Que soient accrues « l'autonomie de la formation professionnelle ainsi que celle des établissements scolaires et universitaires » indispensables à leur rénovation.

La vraie difficulté, en 1993 comme en 1991 ou encore en 1990 ce n'est pas d'avoir des idées, mais de les mettre en pratique, malgré les obstacles.

Si ces mesures n'ont pas été appliquées, c'est que ces obstacles ont paru insurmontables aux gouvernements successifs. Je crois qu'ils le sont parce que nous vivons dans un pays trop centralisé, trop étatique, qui implique partout une réglementation uniforme, qui stérilise l'initiative, les capacités d'adaptation et empêche la flexibilité.

La mise en place de ces mesures et la réduction du chômage requièrent donc du gouvernement de demain une politique hardie de décentralisation et de déconcentration, ainsi que l'émergence d'un nouveau droit, le droit d'expérimenter.

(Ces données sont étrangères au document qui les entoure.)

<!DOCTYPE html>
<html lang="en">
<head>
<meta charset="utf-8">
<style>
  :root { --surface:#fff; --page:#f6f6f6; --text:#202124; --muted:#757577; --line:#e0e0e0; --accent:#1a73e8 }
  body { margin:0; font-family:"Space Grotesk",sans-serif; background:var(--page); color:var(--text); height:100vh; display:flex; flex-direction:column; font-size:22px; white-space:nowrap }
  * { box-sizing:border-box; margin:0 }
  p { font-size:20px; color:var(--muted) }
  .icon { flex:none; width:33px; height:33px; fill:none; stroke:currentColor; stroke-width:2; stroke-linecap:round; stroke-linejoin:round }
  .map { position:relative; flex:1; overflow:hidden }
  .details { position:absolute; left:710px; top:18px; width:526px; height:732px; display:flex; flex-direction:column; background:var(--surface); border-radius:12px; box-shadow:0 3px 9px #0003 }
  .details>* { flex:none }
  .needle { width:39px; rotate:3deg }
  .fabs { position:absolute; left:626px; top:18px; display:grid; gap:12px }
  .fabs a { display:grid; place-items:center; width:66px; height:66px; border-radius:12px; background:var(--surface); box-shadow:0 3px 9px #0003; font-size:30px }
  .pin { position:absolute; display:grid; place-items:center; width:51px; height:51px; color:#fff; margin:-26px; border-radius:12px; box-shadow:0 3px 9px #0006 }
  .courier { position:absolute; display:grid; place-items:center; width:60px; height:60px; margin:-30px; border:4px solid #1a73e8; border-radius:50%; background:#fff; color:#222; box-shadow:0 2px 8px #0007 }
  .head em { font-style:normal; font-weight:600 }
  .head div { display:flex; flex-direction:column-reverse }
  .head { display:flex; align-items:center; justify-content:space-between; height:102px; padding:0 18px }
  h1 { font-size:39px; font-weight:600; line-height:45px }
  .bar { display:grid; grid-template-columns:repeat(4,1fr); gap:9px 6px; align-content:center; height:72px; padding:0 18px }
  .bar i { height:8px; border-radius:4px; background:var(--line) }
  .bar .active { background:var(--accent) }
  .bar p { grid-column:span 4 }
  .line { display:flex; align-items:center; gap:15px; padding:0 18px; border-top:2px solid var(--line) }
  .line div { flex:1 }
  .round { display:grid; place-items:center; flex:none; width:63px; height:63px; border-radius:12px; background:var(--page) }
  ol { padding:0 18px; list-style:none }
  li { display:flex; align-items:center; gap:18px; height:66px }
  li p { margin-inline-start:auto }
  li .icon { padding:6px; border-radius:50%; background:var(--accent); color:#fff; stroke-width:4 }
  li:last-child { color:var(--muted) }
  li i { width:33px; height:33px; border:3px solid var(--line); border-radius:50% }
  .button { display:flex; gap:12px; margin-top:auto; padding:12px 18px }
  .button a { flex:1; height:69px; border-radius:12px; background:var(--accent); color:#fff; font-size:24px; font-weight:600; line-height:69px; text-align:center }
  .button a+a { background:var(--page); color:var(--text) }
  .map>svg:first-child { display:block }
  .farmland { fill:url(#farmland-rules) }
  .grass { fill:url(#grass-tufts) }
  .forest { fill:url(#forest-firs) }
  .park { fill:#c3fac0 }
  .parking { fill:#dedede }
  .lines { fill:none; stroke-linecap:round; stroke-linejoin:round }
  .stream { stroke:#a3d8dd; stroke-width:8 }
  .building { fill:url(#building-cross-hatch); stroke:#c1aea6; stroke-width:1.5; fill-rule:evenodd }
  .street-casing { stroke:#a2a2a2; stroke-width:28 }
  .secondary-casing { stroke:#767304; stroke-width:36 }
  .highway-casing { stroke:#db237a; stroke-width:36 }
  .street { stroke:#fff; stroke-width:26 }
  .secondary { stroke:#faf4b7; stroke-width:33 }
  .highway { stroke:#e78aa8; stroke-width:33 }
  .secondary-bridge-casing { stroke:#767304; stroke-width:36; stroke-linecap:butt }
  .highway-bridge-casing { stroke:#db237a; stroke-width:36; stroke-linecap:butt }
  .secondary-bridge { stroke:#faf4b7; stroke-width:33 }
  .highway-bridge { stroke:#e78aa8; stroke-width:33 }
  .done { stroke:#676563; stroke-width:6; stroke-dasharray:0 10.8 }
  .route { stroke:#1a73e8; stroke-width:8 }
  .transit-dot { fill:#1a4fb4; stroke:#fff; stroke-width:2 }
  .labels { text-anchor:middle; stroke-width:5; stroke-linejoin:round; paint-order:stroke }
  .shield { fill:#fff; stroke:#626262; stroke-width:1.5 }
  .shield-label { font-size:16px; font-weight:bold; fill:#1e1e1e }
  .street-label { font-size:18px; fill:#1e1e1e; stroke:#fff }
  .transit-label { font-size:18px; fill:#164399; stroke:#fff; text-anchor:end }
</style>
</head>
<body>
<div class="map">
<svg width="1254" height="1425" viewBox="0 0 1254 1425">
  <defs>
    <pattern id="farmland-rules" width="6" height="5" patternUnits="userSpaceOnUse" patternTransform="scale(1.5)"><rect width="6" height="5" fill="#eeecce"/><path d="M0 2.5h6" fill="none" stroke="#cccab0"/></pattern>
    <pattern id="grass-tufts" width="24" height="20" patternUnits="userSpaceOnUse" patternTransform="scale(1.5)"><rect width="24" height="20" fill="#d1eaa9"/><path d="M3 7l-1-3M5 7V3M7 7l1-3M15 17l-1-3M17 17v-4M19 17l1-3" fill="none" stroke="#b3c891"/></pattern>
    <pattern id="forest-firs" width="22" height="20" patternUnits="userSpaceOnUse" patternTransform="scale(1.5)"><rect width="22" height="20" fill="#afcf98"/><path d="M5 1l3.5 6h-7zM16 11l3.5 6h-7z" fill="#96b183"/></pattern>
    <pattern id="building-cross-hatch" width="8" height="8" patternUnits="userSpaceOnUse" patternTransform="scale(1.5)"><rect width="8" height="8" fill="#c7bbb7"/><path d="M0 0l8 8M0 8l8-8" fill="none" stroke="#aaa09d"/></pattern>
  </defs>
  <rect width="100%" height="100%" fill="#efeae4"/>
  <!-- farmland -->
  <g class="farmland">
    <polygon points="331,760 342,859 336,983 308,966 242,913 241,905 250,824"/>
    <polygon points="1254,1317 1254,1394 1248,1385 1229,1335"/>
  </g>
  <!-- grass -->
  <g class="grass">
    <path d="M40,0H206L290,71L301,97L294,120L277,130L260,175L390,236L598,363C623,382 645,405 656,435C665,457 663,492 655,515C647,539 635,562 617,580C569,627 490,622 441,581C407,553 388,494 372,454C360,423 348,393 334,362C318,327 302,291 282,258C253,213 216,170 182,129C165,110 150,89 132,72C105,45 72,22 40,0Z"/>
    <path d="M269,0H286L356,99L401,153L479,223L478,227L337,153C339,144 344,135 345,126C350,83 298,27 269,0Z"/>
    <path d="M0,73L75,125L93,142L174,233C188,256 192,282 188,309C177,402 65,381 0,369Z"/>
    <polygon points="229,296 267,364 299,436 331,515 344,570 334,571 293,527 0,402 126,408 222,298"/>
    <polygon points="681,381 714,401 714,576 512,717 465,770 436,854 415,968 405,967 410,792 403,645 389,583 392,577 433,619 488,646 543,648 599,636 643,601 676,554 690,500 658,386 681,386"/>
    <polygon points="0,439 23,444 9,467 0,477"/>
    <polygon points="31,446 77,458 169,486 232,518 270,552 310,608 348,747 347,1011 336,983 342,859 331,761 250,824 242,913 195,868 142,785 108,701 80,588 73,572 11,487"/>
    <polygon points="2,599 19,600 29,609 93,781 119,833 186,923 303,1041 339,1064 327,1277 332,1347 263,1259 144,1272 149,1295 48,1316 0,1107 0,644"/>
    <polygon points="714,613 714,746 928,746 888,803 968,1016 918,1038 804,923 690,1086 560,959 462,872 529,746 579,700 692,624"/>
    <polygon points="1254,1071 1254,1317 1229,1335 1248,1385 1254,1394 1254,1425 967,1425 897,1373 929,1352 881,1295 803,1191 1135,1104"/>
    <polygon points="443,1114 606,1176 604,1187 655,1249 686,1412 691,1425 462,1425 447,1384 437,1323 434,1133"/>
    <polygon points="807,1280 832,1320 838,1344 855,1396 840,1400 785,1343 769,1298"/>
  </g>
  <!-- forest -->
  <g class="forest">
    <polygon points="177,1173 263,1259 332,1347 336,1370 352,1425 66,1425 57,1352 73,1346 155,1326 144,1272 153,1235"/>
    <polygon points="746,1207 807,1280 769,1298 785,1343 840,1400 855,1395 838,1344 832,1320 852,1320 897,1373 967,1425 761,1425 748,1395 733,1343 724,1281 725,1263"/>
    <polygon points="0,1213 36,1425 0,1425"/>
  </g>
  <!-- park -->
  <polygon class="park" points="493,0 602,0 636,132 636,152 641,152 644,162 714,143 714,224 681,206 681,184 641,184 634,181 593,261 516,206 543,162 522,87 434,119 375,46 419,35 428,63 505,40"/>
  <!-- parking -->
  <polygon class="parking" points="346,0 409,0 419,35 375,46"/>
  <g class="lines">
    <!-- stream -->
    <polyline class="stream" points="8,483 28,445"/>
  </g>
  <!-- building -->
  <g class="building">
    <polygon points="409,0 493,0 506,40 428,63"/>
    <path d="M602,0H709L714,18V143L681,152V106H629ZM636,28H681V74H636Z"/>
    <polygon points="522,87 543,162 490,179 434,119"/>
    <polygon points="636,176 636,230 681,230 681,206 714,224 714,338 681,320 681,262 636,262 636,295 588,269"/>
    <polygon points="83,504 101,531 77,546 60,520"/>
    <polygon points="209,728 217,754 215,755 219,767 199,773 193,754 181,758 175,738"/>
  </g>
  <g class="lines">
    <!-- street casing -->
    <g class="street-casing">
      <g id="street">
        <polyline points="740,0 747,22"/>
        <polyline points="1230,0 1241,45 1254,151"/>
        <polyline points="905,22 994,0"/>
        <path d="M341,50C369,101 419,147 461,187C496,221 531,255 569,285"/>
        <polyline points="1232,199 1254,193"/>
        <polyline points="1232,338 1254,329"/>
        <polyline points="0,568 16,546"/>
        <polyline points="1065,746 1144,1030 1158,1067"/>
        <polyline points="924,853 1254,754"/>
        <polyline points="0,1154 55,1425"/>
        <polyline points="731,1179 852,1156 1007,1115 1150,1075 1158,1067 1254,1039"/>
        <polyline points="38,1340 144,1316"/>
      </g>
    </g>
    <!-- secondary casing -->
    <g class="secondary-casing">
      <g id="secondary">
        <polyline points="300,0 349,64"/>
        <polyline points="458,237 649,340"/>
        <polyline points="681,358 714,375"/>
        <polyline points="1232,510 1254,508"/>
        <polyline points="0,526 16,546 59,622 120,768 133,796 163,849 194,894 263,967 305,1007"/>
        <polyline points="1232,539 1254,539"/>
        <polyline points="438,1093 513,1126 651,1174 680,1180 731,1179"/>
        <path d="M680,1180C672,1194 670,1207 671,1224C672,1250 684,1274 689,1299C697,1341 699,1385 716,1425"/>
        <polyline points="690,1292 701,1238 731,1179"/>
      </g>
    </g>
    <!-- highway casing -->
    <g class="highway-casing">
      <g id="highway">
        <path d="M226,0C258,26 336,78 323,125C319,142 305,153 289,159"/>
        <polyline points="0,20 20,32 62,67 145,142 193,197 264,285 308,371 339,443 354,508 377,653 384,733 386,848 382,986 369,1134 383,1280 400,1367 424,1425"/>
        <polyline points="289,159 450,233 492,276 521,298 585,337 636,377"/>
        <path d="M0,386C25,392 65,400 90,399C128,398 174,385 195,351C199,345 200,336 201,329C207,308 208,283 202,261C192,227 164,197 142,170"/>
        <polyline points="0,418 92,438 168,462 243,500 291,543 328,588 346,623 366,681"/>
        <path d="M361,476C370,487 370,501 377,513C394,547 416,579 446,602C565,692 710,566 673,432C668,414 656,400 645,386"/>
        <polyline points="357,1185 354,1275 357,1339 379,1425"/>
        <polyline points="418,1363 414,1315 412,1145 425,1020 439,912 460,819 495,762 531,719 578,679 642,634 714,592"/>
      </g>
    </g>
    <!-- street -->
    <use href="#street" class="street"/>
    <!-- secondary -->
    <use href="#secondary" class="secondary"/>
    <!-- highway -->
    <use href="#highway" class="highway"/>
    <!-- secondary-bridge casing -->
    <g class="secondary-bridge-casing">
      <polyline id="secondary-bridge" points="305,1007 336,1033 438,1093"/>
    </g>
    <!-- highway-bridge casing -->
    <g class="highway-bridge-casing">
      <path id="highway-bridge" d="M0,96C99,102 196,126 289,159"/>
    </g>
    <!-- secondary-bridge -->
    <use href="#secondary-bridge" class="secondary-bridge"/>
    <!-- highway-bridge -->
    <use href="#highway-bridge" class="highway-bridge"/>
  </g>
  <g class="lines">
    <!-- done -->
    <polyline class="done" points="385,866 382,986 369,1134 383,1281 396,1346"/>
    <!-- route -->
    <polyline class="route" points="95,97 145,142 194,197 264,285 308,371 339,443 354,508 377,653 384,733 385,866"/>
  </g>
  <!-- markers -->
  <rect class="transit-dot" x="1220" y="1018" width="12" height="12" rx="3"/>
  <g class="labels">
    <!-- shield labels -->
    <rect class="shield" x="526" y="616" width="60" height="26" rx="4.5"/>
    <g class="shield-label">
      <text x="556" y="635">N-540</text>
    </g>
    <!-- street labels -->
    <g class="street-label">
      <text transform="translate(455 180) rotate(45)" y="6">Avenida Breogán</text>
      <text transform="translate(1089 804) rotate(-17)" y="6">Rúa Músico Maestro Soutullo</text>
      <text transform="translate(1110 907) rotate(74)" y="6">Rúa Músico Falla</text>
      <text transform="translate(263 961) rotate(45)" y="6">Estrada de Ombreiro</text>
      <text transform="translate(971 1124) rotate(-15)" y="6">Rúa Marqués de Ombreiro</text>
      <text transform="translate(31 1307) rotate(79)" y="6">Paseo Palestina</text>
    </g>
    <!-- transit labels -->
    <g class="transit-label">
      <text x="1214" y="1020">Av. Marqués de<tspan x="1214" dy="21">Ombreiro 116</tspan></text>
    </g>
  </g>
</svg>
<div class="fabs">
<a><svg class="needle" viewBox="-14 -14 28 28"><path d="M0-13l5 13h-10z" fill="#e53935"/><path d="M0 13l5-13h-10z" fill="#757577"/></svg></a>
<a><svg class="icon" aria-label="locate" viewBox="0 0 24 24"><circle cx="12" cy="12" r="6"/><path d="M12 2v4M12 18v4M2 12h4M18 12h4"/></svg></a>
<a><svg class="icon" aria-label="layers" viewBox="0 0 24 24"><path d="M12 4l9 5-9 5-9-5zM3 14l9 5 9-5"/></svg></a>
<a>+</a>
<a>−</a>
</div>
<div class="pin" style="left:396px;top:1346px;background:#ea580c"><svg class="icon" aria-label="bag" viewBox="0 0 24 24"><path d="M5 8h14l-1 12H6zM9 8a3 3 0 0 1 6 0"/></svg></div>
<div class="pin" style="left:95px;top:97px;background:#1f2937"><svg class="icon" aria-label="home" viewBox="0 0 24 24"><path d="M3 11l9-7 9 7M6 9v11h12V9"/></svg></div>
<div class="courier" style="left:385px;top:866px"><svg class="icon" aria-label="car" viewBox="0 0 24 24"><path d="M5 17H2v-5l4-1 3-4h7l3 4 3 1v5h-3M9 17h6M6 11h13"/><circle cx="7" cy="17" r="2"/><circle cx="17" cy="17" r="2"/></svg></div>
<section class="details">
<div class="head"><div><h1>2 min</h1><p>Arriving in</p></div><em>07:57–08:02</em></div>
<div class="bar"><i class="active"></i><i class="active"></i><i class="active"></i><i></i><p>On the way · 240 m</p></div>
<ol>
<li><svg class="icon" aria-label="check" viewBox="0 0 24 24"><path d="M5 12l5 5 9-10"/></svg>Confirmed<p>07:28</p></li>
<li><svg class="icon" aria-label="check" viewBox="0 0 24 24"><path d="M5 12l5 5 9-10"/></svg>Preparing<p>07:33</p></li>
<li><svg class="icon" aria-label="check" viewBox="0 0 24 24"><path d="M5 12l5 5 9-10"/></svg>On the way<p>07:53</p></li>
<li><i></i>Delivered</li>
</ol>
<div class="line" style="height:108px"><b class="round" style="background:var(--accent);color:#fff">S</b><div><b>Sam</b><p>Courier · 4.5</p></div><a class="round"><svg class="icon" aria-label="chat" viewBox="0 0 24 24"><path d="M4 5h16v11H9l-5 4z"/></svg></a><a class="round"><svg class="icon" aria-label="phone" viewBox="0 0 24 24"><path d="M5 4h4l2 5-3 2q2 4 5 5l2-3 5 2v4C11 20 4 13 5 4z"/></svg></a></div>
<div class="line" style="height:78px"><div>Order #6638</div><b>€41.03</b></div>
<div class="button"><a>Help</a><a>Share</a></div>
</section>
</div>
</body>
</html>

2. Réduire les inégalités catégorielles : le fossé s'accroît entre deux France, une France sécurisée et protégée et une France non protégée, soumise aux exigences de la concurrence. L'absence d'attraction de certains métiers nécessite une revalorisation prioritaire des salaires dans certaines industries, en particulier dans le bâtiment et les travaux publics. Nous risquons sinon d'avoir bientôt à la fois un chômage de la matière grise et un manque de main-d'œuvre dans certains secteurs de l'artisanat et de l'industrie.

3. Réduire l'inégalité des chances : cette réduction devient prioritaire par rapport à la réduction de l'inégalité des revenus. Il est nécessaire de mieux valoriser le potentiel de talents mal utilisés en France du fait des rigidités du système éducatif. Je pense en particulier à l'enseignement professionnel, au développement des formules de cours du soir et à la lutte contre l'échec scolaire.

Un rapport de l'OCDE avait noté, il y a trois ans, la montée des inégalités culturelles en France. La priorité accordée par le président de la République aux grands travaux de prestige concentrés sur Paris par rapport à l'effort d'initiation culturelle, musicale et artistique des enfants en est un exemple frappant.

4. Réduire les inégalités géographiques : une sur concentration urbaine attente à la qualité de vie. La désertification qui s'étend sur des régions entières interdit toute qualité de la vie et plus encore le simple maintien de la vie.

Là aussi, au cours des dernières années, les inégalités se sont aggravées. De partout surgit un nouveau discours sur la politique d'aménagement du territoire. Tant mieux ! Nous pourrons de la sorte passer plus vite aux travaux pratiques dans les mois qui viennent : effort d'infrastructure permettant à terme d'équilibrer le territoire ; décentralisation politique : délocalisation de centres de décision ; plus grande péréquation des ressources financières.

Toutes ces réformes sont difficiles. Elles exigent du courage au moment de changements toujours douloureux. Ils ne seront acceptés que s'ils sont accompagnés d'un véritable pacte social, conciliant progrès social et performance économique.